Check each line of the records below for the word "shadow" and copy those where it appears.

[Saved data entries]
[Start of Attachment]

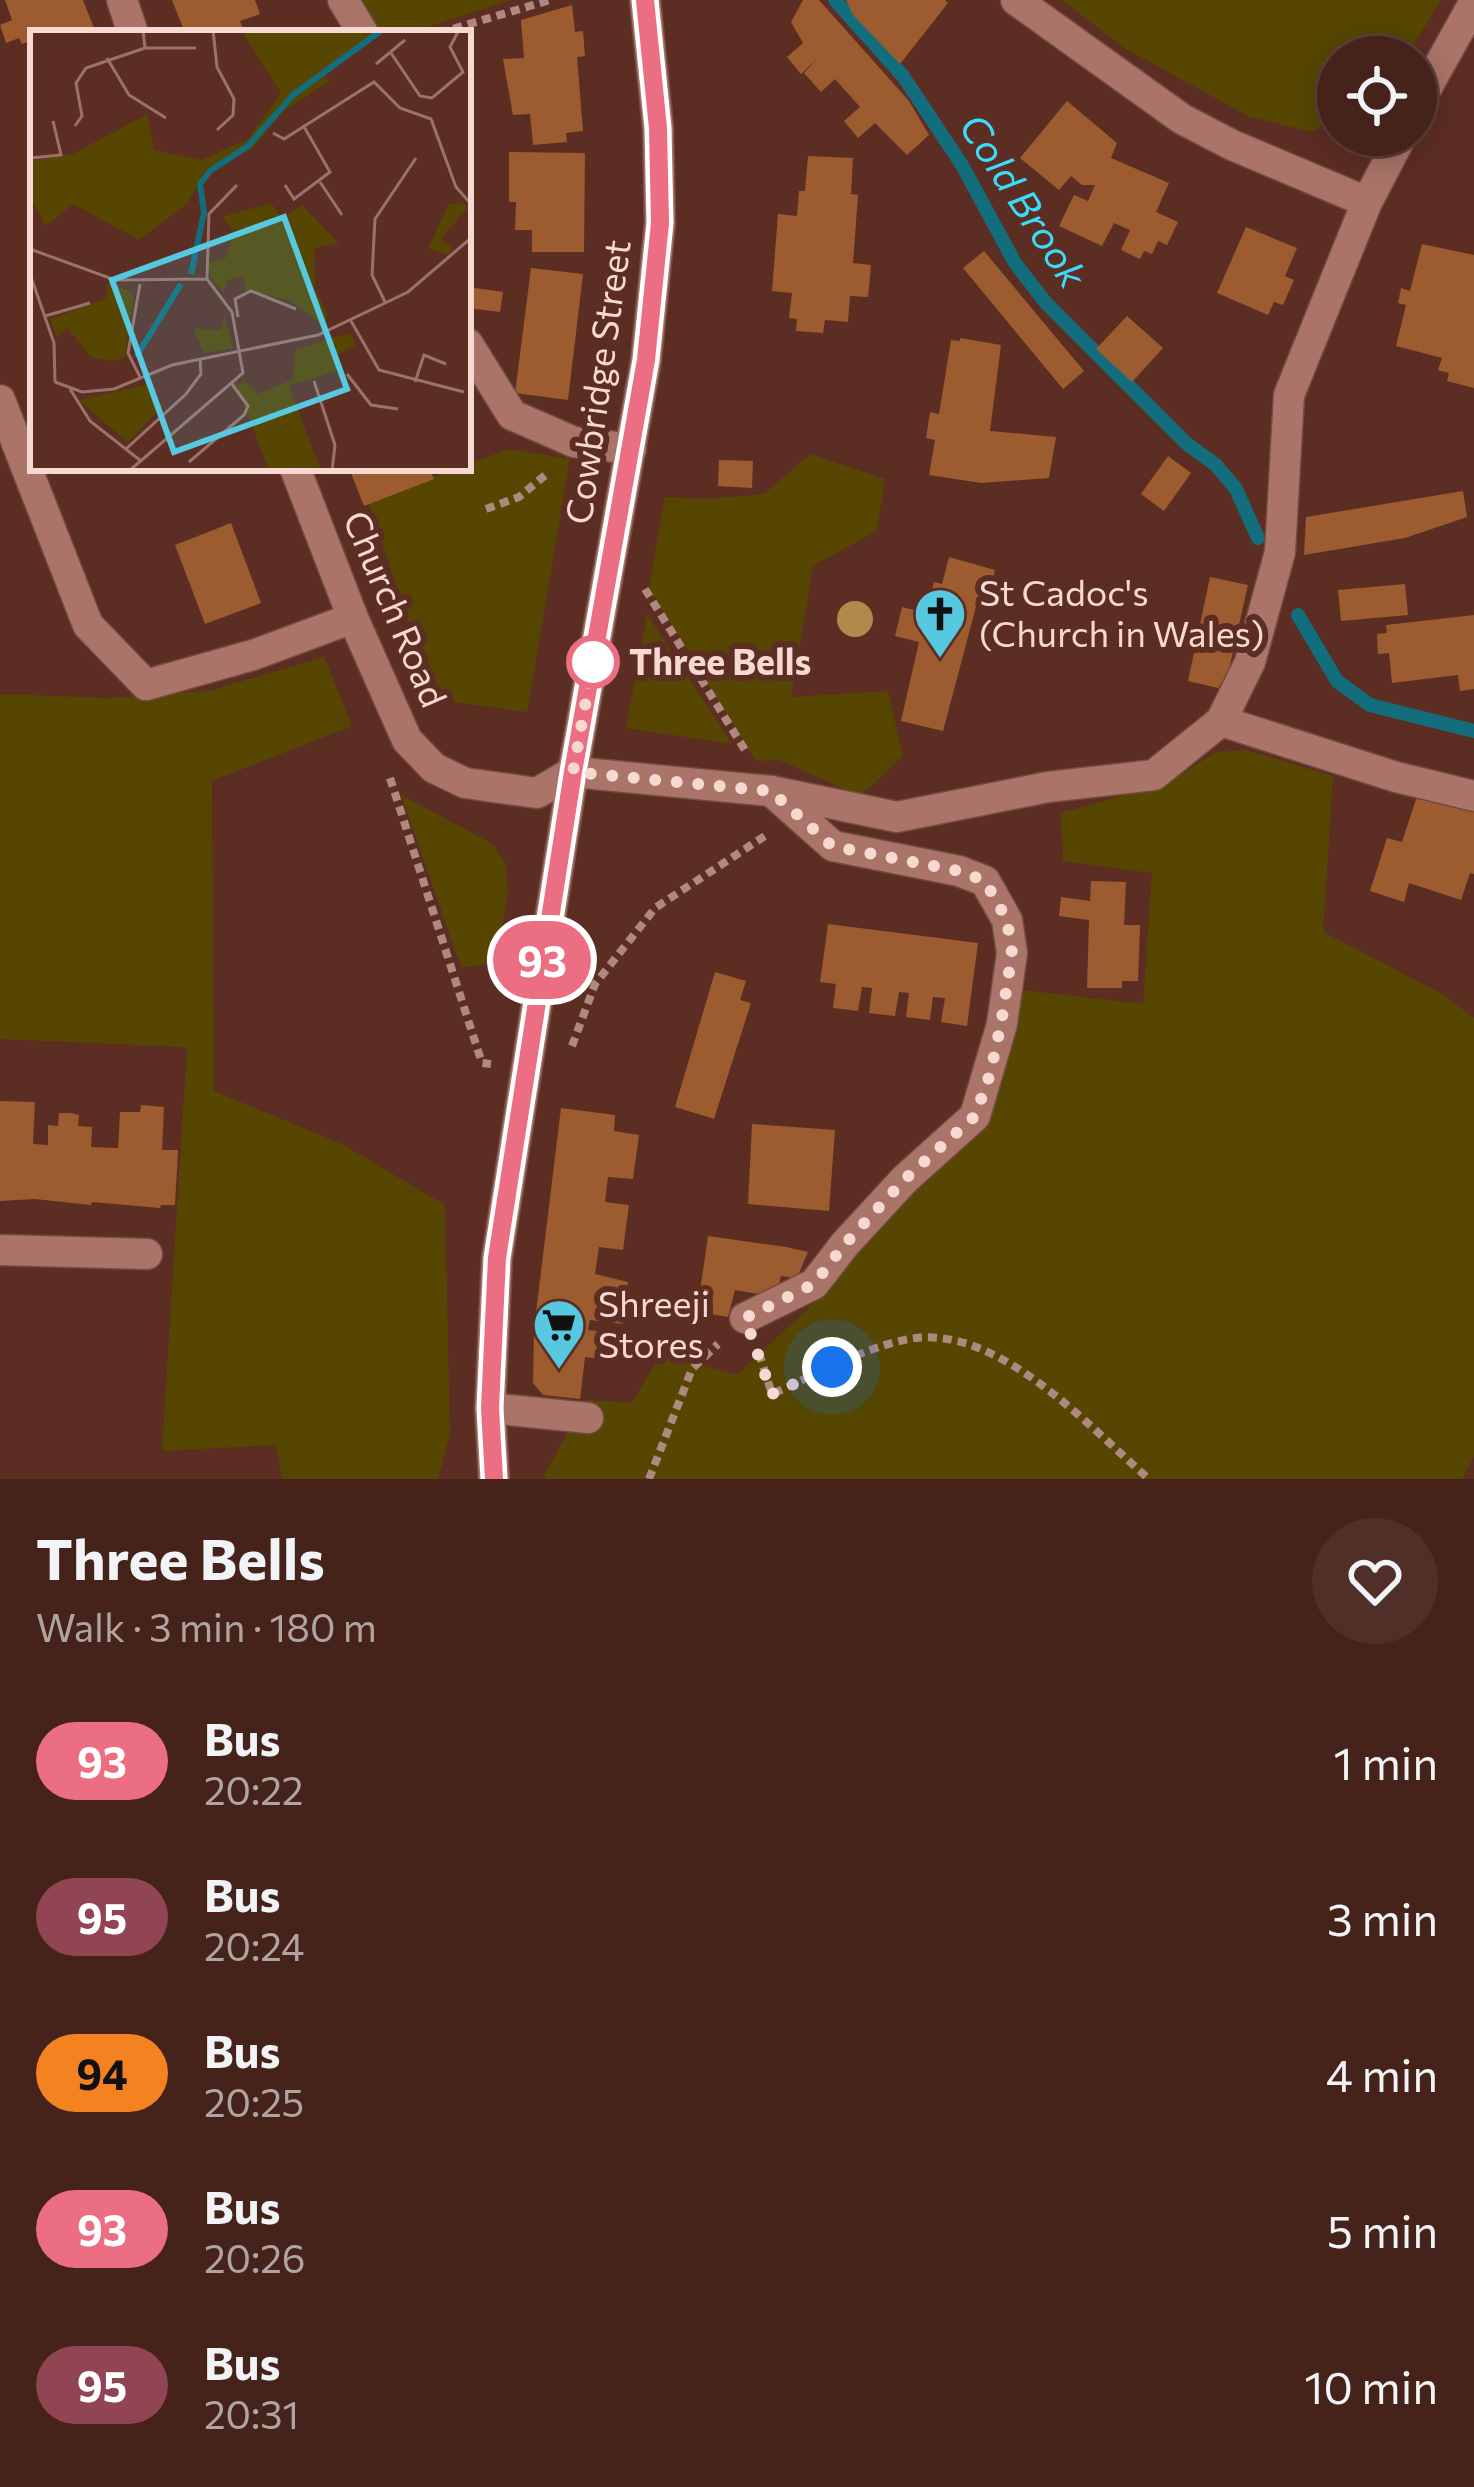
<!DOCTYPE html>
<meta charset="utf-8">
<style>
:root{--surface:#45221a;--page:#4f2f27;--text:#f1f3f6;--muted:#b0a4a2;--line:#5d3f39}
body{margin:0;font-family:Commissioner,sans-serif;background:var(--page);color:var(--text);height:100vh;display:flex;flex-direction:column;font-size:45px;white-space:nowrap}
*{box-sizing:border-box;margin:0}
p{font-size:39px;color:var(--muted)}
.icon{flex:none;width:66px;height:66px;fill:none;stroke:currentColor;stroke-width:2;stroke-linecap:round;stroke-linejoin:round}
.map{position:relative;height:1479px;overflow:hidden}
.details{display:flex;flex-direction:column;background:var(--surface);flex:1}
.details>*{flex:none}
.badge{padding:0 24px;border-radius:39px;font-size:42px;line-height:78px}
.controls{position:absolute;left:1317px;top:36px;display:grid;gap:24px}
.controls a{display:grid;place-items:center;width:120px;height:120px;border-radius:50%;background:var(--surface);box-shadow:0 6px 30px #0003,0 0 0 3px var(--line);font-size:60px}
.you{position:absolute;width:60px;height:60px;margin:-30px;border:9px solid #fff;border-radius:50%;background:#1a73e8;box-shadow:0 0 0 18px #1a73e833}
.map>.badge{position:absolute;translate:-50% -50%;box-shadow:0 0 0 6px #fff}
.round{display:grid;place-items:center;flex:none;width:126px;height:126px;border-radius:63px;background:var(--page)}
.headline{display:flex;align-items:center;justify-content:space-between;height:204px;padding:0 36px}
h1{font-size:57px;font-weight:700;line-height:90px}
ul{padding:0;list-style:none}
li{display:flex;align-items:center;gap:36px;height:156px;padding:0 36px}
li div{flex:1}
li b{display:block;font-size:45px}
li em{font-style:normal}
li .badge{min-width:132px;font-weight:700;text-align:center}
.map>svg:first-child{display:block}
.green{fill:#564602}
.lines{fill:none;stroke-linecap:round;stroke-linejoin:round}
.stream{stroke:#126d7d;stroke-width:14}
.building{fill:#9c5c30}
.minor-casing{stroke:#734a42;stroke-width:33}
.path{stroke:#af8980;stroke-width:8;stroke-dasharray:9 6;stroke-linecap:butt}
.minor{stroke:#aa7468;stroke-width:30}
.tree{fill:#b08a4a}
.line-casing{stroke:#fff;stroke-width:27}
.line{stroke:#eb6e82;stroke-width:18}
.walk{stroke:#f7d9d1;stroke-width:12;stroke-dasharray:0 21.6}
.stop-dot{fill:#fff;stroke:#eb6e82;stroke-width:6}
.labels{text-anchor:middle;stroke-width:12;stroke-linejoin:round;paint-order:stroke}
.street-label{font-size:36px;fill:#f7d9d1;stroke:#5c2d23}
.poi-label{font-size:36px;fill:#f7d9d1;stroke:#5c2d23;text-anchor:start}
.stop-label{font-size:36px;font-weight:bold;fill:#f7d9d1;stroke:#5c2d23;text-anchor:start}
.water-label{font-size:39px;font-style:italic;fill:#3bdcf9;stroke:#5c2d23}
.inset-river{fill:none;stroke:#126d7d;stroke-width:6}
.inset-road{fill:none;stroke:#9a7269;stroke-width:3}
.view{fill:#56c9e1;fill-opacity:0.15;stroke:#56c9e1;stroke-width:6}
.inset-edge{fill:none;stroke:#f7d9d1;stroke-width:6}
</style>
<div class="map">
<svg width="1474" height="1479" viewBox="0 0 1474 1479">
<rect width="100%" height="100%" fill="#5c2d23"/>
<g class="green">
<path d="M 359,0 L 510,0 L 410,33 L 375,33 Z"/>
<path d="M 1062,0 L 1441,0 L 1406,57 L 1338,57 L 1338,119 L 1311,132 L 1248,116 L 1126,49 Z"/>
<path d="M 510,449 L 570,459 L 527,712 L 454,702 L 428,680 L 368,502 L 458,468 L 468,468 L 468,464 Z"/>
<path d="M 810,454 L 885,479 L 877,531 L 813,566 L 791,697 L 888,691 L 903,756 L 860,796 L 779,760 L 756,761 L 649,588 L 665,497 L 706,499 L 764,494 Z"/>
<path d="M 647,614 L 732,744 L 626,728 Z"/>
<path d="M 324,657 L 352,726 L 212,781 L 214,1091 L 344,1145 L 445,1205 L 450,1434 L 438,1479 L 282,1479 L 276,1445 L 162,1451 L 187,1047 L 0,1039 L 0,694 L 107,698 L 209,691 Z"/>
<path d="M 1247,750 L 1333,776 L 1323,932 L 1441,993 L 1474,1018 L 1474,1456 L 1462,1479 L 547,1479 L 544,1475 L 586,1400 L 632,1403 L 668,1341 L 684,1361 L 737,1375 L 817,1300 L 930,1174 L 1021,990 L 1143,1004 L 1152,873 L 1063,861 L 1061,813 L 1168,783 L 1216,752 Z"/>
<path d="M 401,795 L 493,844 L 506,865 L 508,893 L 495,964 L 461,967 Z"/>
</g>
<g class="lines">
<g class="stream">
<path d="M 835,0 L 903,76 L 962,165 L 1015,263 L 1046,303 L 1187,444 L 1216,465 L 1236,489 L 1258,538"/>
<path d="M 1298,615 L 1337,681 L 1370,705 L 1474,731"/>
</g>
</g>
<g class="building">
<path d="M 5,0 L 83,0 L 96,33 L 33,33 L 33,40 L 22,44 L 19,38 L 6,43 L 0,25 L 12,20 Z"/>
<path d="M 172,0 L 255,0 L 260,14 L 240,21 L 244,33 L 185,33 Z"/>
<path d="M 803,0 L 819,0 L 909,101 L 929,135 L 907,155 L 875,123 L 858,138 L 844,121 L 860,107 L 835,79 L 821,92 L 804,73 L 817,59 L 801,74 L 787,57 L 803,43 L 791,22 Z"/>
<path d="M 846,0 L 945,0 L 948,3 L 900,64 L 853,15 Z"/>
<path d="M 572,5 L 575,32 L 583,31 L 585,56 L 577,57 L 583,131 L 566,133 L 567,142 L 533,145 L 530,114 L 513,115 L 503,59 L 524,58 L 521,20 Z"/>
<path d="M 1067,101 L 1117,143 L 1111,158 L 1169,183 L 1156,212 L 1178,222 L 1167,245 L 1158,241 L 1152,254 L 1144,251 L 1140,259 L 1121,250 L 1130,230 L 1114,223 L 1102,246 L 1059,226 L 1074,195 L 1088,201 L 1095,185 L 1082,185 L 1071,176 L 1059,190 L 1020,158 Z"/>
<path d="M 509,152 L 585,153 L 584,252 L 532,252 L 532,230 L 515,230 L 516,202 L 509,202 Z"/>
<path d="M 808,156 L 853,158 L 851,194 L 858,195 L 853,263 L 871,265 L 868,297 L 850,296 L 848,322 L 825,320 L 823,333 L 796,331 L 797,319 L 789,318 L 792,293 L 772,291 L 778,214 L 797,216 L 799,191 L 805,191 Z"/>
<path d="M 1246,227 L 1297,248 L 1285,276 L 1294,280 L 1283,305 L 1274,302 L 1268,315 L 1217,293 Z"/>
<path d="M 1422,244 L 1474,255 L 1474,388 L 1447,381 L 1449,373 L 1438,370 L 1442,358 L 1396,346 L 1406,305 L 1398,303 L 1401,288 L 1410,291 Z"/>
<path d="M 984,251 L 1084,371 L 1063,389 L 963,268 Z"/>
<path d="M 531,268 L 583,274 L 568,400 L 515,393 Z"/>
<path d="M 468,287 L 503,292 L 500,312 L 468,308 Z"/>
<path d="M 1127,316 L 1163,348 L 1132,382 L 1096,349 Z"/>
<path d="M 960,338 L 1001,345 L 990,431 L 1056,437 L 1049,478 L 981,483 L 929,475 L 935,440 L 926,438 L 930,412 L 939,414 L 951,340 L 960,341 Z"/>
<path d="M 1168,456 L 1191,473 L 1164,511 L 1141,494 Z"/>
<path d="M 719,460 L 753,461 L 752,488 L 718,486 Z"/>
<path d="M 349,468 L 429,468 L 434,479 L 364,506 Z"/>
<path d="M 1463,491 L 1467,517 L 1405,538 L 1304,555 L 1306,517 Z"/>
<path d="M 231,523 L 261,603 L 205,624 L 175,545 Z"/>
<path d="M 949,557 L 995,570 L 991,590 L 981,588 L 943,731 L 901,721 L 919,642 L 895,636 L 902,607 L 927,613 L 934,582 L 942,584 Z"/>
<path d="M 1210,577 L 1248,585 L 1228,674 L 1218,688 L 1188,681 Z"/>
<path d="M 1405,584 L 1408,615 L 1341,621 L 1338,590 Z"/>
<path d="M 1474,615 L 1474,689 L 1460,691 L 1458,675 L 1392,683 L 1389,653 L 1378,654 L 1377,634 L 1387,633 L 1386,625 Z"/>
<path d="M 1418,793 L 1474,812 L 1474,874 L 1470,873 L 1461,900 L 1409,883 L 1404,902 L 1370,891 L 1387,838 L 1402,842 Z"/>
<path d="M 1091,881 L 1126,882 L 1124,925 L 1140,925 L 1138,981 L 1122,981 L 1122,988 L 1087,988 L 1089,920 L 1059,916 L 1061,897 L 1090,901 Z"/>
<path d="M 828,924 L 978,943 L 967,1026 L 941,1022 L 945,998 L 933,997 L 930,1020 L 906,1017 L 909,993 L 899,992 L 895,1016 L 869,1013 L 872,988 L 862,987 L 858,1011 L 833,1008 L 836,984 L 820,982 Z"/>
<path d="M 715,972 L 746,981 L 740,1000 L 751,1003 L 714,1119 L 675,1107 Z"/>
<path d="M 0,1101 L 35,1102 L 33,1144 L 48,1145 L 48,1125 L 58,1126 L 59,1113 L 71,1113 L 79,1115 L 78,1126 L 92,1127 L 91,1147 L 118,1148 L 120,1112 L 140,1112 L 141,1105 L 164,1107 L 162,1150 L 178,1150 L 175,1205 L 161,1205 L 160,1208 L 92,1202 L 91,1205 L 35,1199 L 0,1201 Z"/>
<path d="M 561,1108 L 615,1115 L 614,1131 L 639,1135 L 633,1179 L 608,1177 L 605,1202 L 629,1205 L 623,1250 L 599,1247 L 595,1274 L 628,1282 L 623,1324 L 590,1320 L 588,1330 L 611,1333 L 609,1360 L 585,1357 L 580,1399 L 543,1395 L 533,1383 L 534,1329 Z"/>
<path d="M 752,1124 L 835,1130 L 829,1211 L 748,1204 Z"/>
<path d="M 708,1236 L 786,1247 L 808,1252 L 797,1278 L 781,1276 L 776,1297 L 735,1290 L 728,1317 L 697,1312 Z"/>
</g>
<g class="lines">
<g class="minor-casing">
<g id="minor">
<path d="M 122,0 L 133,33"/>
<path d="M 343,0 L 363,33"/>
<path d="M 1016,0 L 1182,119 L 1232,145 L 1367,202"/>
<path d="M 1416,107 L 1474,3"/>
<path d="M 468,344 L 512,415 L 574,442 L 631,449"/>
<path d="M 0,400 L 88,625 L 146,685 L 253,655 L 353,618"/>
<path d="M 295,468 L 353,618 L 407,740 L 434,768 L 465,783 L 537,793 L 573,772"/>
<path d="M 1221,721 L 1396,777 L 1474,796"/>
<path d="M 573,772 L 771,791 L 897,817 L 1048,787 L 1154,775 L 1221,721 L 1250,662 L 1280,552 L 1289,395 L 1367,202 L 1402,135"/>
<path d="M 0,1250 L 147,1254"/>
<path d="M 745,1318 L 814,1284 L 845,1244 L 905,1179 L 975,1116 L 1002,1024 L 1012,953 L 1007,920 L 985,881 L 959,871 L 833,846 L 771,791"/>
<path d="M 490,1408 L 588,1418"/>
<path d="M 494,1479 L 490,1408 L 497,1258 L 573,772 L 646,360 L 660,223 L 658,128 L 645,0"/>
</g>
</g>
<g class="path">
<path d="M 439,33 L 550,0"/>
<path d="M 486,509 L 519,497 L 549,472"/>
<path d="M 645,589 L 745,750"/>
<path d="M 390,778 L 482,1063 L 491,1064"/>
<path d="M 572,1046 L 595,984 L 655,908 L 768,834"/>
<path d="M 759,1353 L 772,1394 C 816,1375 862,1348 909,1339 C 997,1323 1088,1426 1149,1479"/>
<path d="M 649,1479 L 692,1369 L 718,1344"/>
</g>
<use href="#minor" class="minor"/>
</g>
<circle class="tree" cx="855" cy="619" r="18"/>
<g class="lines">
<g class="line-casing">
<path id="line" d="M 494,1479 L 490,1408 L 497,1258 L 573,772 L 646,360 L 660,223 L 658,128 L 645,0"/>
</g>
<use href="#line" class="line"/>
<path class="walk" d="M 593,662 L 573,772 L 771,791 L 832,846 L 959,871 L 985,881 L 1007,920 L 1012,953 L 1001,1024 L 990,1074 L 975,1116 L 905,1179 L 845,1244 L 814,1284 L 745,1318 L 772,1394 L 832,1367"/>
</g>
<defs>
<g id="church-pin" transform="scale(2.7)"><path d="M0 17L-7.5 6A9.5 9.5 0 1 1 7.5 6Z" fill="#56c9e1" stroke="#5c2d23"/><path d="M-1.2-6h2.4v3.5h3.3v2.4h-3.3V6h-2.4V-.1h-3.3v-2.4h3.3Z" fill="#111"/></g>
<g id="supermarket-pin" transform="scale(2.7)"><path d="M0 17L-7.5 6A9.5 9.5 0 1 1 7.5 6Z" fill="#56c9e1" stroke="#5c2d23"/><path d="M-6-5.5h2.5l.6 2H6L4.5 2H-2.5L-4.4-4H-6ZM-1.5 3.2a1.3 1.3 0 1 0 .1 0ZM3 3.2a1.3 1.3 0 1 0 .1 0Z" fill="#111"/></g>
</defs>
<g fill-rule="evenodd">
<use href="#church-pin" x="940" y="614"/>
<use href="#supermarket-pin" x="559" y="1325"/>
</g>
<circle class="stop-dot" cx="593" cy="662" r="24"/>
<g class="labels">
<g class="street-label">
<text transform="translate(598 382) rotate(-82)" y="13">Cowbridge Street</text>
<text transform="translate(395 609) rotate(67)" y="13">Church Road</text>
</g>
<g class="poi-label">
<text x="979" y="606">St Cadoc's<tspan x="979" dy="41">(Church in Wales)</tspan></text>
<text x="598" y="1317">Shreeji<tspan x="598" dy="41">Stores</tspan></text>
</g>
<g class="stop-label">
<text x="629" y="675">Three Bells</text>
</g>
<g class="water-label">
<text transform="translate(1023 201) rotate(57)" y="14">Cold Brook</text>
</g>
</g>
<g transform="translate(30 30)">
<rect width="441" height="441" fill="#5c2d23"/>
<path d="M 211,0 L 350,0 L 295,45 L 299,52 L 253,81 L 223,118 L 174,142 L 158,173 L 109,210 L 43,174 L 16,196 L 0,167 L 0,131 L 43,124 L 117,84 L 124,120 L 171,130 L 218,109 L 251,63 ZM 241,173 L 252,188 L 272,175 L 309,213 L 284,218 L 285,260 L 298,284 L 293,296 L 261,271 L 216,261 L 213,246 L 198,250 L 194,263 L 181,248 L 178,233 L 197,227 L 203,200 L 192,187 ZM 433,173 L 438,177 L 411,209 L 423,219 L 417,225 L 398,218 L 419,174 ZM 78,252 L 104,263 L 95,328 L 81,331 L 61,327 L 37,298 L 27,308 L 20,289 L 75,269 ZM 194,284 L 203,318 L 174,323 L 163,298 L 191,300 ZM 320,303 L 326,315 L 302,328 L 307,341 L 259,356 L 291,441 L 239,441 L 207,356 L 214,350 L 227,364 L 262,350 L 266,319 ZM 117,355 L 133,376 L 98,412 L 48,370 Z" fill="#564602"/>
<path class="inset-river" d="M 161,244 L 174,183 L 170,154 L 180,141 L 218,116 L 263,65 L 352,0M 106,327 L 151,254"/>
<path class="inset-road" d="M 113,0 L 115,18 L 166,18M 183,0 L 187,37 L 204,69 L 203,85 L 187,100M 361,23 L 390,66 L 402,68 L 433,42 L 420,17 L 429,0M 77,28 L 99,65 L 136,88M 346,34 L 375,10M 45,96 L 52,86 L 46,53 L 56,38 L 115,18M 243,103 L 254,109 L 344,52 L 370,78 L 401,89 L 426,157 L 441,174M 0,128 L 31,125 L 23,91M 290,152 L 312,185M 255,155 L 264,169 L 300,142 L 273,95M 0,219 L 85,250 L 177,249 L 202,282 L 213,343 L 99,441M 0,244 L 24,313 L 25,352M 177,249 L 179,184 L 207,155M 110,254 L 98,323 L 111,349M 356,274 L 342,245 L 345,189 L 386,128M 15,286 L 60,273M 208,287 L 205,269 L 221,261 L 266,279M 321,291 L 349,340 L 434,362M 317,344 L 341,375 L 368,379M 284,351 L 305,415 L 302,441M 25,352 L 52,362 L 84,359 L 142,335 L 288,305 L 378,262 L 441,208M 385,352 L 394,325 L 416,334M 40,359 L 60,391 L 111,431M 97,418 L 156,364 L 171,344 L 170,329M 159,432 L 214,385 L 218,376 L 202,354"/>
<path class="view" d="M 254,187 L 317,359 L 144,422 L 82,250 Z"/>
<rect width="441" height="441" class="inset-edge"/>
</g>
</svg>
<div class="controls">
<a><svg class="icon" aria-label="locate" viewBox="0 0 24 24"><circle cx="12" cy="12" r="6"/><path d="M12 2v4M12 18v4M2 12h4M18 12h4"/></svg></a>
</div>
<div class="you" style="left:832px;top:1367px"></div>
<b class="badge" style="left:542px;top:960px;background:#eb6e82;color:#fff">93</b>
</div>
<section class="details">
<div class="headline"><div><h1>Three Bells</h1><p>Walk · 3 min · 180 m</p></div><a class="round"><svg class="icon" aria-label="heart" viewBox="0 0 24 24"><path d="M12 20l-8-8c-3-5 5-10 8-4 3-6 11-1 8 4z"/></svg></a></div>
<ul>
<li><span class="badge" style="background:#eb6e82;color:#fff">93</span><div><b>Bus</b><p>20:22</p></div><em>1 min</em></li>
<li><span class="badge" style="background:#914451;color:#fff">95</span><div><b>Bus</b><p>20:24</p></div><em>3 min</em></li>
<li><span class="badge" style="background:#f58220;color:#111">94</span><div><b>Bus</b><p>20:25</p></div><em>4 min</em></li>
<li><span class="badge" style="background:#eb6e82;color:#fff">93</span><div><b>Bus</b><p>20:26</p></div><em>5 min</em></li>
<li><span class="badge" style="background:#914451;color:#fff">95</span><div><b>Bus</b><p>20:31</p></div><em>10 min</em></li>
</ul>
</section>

[End of Attachment]

Output for this task ▸
.controls a{display:grid;place-items:center;width:120px;height:120px;border-radius:50%;background:var(--surface);box-shadow:0 6px 30px #0003,0 0 0 3px var(--line);font-size:60px}
.you{position:absolute;width:60px;height:60px;margin:-30px;border:9px solid #fff;border-radius:50%;background:#1a73e8;box-shadow:0 0 0 18px #1a73e833}
.map>.badge{position:absolute;translate:-50% -50%;box-shadow:0 0 0 6px #fff}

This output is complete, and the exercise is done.